___ Material supplied

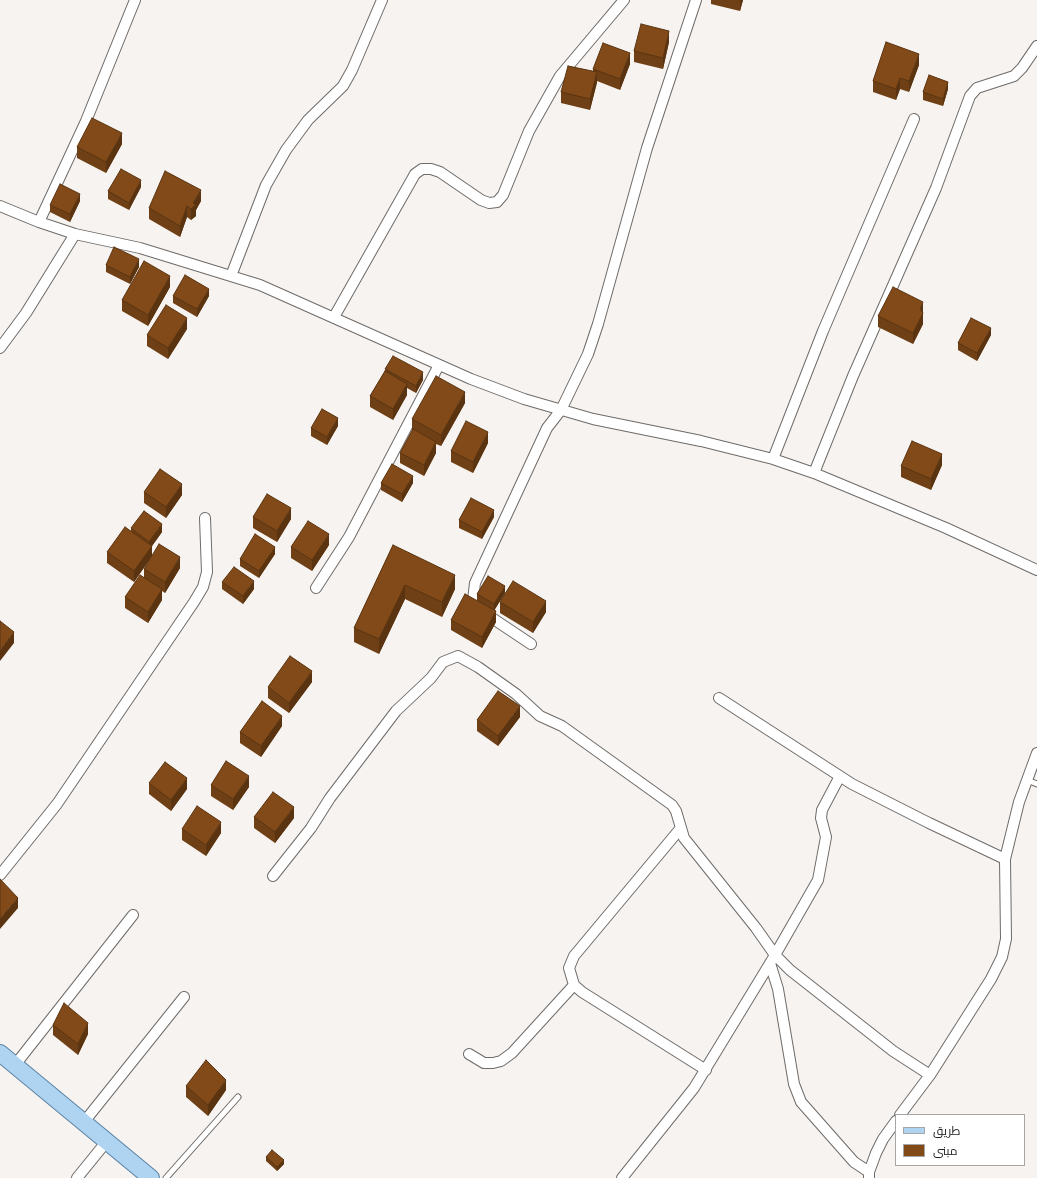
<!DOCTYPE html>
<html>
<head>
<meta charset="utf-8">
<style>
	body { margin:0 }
	#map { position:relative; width:1037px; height:1178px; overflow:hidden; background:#f6f3f0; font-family:Lato,Cairo,sans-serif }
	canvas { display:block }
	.legend { position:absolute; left:895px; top:1114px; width:130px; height:52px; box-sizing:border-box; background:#fff; border:1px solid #a7a6a6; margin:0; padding:5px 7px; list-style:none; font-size:12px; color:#222120 }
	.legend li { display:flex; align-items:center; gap:8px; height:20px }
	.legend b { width:20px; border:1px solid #a7a6a6 }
</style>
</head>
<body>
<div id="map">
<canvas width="1037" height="1178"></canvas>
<ul class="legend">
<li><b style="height:5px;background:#afd4f2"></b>طريق</li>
<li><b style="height:11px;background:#814a18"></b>مبنى</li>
</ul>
</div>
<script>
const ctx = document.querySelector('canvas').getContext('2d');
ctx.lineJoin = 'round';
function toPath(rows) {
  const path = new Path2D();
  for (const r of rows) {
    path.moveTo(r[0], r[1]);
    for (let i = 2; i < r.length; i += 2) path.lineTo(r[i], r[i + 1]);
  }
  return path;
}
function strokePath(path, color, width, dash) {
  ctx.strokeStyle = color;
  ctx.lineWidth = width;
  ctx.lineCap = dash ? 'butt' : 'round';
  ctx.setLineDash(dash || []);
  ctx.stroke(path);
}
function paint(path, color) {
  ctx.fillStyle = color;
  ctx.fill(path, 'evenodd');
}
const lane = toPath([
	[1027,780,1037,784],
	[166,1178,238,1097]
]);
const street = toPath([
	[0,206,39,222,75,234,140,248,260,285,471,379,524,399,593,419,701,441,773,459,814,473,946,528,1037,570],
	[39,222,86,121,135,0],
	[231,276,266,185,286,150,308,120,343,86,352,70,382,0],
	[334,317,415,174,422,169,431,169,440,172,481,200,489,203,497,202,503,195,529,131,560,76,624,0],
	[0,348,26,313,75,234],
	[773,459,823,331,914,119],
	[814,473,853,376,936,188,970,96,977,88,1014,76,1022,68,1037,46],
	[316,588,349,537,439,365],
	[531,644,480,610,473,600,475,583,547,428,561,410,588,354,598,324,647,148,696,0],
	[719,698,852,784,929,823,1005,859],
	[680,829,574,956,569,968,574,985,582,992,706,1070],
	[0,875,57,804,194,602,203,587,207,572,205,518],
	[273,876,311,828,330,798,396,711,431,678,443,662,458,656,478,667,516,694,540,716,562,726,672,805,676,811,684,838,756,928,775,955,790,970,893,1051,930,1075],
	[770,963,778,989,794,1084,801,1102,854,1162,869,1172],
	[469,1054,484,1063,493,1063,501,1061,512,1053,574,985],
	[15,1065,133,915],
	[900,1115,930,1075,991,979,1002,957,1006,939,1005,859,1019,802,1037,753],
	[84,1122,184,997],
	[77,1178,107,1141],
	[622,1178,694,1088,775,955,818,880,826,837,821,818,822,810,840,776],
	[869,1178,869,1172,876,1153,883,1139,896,1121]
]);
const primary = toPath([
	[0,1053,151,1178]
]);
strokePath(lane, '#6e6b69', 7);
strokePath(street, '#6e6b69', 12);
strokePath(primary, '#5b82a3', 18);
strokePath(lane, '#fff', 5);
strokePath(street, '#fff', 10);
strokePath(primary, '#afd4f2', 16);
paint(toPath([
	[711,0,743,0,740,11,711,4],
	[669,42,663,69,634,62,634,51],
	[630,64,620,90,597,81,590,110,561,103,561,92,593,71,593,69],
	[919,65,909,92,900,89,896,100,873,92,873,81],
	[948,89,943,106,923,100,923,92],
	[122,144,106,173,77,158,77,147],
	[141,187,129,210,108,199,108,191],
	[80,201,70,222,50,212,50,205],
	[201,201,196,210,196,216,191,220,187,217,180,237,149,219,149,208],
	[106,265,139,267,130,284,106,272],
	[170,287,148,326,122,311,122,300],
	[173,296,209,296,197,317,173,303],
	[923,313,923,324,913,344,878,327,878,316],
	[187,329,168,359,147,346,147,335],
	[991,335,977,361,958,350,958,343],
	[385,369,423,380,416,393,407,388,407,395,393,420,370,407,370,396,385,371],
	[465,403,441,446,436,444,436,453,424,476,400,463,400,453,412,431,412,419],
	[338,426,327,445,311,436,311,428],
	[488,443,473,473,451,462,451,451],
	[942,465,931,490,901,477,901,466],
	[381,483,413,483,402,502,381,490],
	[144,492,182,495,166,518,144,503],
	[253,517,291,519,277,542,253,528],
	[494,517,482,539,459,528,459,520],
	[131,528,162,532,152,546,152,556,134,582,107,563,107,552,131,531],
	[329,545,312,571,291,558,291,547],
	[393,545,455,589,442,617,405,599,379,654,354,642,354,628],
	[275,554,259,578,240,566,240,559],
	[180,568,165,593,162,591,162,600,148,623,125,608,125,597,144,577,144,569],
	[222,582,254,589,243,604,222,589],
	[505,593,494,610,496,622,482,648,451,630,451,620,477,601,477,594],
	[500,602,546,612,533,633,500,613],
	[312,682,289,713,268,698,268,687],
	[520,717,498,746,477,731,477,720],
	[282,726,261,757,240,743,240,732],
	[149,783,187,789,171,811,149,794],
	[211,785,249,787,233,810,211,796],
	[254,817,294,818,275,843,254,828],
	[182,829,221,833,206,856,182,840],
	[53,1025,88,1034,78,1055,53,1035],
	[186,1086,226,1090,208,1116,186,1097],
	[266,1157,284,1164,277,1171,266,1161]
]), '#6f4015');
paint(toPath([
	[740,0,743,0,740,11],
	[669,31,669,42,663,69,663,58],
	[630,53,630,64,620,90,620,79],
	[919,54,919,65,909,92,909,81],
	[597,72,597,83,590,110,590,99],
	[900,78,900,89,896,100,896,89],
	[948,82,948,89,943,106,943,99],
	[122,133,122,144,106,173,106,162],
	[141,180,141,187,129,210,129,203],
	[201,190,201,201,196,210,196,216,191,220,191,209,193,203],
	[80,194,80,201,70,222,70,214],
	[187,206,187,217,180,237,180,226],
	[139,259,139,267,130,284,130,277],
	[170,276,170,287,148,326,148,315],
	[209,289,209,296,197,317,197,309],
	[923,302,923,324,913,344,913,333,920,309],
	[187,318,187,329,168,359,168,348],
	[991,328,991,335,977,361,977,353],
	[423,372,423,380,416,393,416,386],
	[407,384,407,395,393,420,393,409],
	[465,392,465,403,441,446,441,435],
	[338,418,338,426,327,445,327,437],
	[488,432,488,443,473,473,473,462],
	[436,442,436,453,424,476,424,465],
	[942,454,942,465,931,490,931,479],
	[413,476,413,483,402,502,402,494],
	[182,484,182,495,166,518,166,507],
	[291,508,291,519,277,542,277,531],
	[494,510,494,517,482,539,482,532],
	[162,524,162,532,152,546,152,556,134,582,134,571,149,549,149,542],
	[329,534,329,545,312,571,312,560],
	[275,547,275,554,259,578,259,571],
	[180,557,180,568,165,593,165,582],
	[455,575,455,589,442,617,442,602],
	[254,581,254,589,243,604,243,596],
	[405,585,405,599,379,654,379,639],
	[505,586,505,593,494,611,494,604],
	[162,589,162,600,148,623,148,612],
	[546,601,546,612,533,633,533,622],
	[496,611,496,622,482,648,482,637],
	[14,632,14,643,0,661,0,651],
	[312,671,312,682,289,713,289,703],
	[520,706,520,717,498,746,498,736],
	[282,716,282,726,261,757,261,746],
	[249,776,249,787,233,810,233,799],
	[187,778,187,789,171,811,171,800],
	[294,807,294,818,275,843,275,832],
	[221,822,221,833,206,856,206,845],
	[18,898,18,908,0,929,0,919],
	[88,1023,88,1034,78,1055,78,1044],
	[226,1080,226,1090,208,1116,208,1105],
	[284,1160,284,1164,277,1171,277,1167]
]), '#5a3411');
const building = toPath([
	[641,24,669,31,663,58,634,51,641,24],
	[886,42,919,54,909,81,900,78,896,89,873,81,886,42],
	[603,43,630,53,620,79,593,69,603,43],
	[568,66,597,72,590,99,561,92,568,66],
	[929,75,948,82,943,99,923,92,929,75],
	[92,118,122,133,106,162,77,147,92,118],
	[121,169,141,180,129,203,108,191,121,169],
	[165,171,201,190,193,203,196,205,191,209,187,206,180,226,149,208,165,171],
	[60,184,80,194,70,214,50,205,60,184],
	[114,247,139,259,130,277,106,265,114,247],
	[144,261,170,276,148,315,122,300,144,261],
	[185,275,209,289,197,309,173,296,185,275],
	[893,287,923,302,920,309,923,313,913,333,878,316,893,287],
	[166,305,187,318,168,348,147,335,166,305],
	[971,318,991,328,977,353,958,343,971,318],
	[393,356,423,372,416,386,385,369,393,356],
	[385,371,407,384,393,409,370,396,385,371],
	[436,376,465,392,441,435,412,419,436,376],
	[322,409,338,418,327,437,311,428,322,409],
	[466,421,488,432,473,462,451,451,466,421],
	[413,429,436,442,424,465,400,453,413,429],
	[912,441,942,454,931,479,901,466,912,441],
	[392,464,413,476,402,494,381,483,392,464],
	[160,469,182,484,166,507,144,492,160,469],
	[267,494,291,508,277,531,253,517,267,494],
	[471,498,494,510,482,532,459,520,471,498],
	[144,511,162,524,149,542,131,528,144,511],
	[308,521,329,534,312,560,291,547,308,521],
	[125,527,152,546,134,571,107,552,125,527],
	[255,534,275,547,259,571,240,559,255,534],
	[159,544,180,557,165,582,144,569,159,544],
	[393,545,455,575,442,602,405,585,379,639,354,628,393,545],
	[234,567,254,581,243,596,222,582,234,567],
	[140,575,162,589,148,612,125,597,140,575],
	[488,576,505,586,494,604,477,594,488,576],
	[513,581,546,601,533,622,500,602,513,581],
	[465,594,496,611,482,637,451,620,465,594],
	[0,621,14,632,0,651,0,621],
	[290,656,312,671,289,703,268,687,290,656],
	[498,691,520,706,498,736,477,720,498,691],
	[262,701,282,716,261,746,240,732,262,701],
	[226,761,249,776,233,799,211,785,226,761],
	[165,762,187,778,171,800,149,783,165,762],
	[273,792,294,807,275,832,254,817,273,792],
	[197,806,221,822,206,845,182,829,197,806],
	[0,879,18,898,0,919,0,879],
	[64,1003,88,1023,78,1044,53,1025,64,1003],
	[206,1060,226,1080,208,1105,186,1086,206,1060],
	[272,1150,284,1160,277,1167,266,1157,272,1150]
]);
paint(building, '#814a18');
strokePath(building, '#5a3411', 1);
</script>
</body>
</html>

______

◆ **Task prompt**
The response must hold only the lines above from the line with "width:20px; border:1px solid" through the line with "[166,1178,238,1097]", each copied exactly, both ends kept.

◆ **Answer below**
	.legend b { width:20px; border:1px solid #a7a6a6 }
</style>
</head>
<body>
<div id="map">
<canvas width="1037" height="1178"></canvas>
<ul class="legend">
<li><b style="height:5px;background:#afd4f2"></b>طريق</li>
<li><b style="height:11px;background:#814a18"></b>مبنى</li>
</ul>
</div>
<script>
const ctx = document.querySelector('canvas').getContext('2d');
ctx.lineJoin = 'round';
function toPath(rows) {
  const path = new Path2D();
  for (const r of rows) {
    path.moveTo(r[0], r[1]);
    for (let i = 2; i < r.length; i += 2) path.lineTo(r[i], r[i + 1]);
  }
  return path;
}
function strokePath(path, color, width, dash) {
  ctx.strokeStyle = color;
  ctx.lineWidth = width;
  ctx.lineCap = dash ? 'butt' : 'round';
  ctx.setLineDash(dash || []);
  ctx.stroke(path);
}
function paint(path, color) {
  ctx.fillStyle = color;
  ctx.fill(path, 'evenodd');
}
const lane = toPath([
	[1027,780,1037,784],
	[166,1178,238,1097]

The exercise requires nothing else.